Nous descendons sur un espace bitumé qui fait penser à une ancienne cour de récréation de l’école de Lukla transformée en tarmac et nous sortons. Sur un chemin en terre qui borde l’aéroport derrière une ficelle tendue à 20 cm du sol, des népalais aux habits sales et dépenaillés, attendent qu’un des passagers achète leurs services qu’ils devront monnayer. La conquête de l’Everest aujourd’hui c’est cela aussi, des hommes sans statut qui cherchent sans aucune garantie à vendre leur force de travail journalière. Nous n’avons pas besoin d’eux puisque Allibert [4] a déjà formé l’équipe qui nous accompagnera. Celle-ci nous attend au lodge [5] qui nous accueille. En passant devant ces hommes qui portent sur leur front la misère que l’afflux massif de touristes bien plus fortunés qu’eux n’a pas réussi à faire disparaître, quand elle ne l’a pas aggravée, je ne peux m’empêcher de me demander à quoi ils pensent en nous voyant. Il y a 100 ans l’écart entre pays riches et pays pauvres était de un à trois, aujourd’hui il est de un à quatre vingt ! Dans un pays comme le Népal cela saute aux et ne semble pas prêt de s’arranger. Dans ces conditions que se passe t-il dans leurs tête ? Quel regard ont-ils sur nous et sur la répartition des richesses dans le monde ? Peut-être un élément de réponse à ces questions est-il en partie dans une autre surprise qui nous attend quelques mètres plus loin ?

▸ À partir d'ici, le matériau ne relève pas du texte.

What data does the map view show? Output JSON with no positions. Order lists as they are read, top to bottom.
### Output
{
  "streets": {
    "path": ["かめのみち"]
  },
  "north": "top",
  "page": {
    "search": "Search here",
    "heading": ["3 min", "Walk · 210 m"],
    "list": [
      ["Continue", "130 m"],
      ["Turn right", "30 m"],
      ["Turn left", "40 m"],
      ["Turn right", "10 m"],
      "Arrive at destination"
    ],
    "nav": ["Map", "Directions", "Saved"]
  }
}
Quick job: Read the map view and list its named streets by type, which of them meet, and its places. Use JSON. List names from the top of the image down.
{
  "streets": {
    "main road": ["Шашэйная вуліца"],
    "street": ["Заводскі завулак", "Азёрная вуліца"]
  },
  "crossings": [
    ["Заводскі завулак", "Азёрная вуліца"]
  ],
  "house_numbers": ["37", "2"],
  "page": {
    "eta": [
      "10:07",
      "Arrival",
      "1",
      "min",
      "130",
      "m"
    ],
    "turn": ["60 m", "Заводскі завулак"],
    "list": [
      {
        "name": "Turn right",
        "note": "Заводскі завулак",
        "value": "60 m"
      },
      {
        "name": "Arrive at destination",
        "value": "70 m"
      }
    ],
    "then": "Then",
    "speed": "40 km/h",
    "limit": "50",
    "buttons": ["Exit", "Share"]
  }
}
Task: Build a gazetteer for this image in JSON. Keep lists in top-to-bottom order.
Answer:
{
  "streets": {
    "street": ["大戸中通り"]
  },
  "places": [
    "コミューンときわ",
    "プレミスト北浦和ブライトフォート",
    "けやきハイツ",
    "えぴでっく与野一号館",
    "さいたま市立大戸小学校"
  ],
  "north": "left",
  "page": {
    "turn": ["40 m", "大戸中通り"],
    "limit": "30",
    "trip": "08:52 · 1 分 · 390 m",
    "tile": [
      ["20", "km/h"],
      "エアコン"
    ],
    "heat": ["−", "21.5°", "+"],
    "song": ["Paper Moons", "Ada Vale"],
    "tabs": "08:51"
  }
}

Au cœur de Lukla, face au poste de police, se dresse un bâtiment imposant sur lequel flotte un grand drapeau rouge avec la faucille et le marteau et sur le mur duquel est collée une affiche portant les portraits de Marx, Engels, Lénine, Staline et Mao !! J’avais bien sûr entendu parler de la guérilla maoïste du Népal, qui a d’ailleurs depuis 2 ans cessé la lutte armée mais de là à penser qu’elle soit aussi présente… [6] Cette présence nous aurons l’occasion de la vérifier à plusieurs reprises sur notre parcours, slogans peints sur les roches, affiches et drapeaux accrochés à des maisons, manif en Une du « Katmandou Post »…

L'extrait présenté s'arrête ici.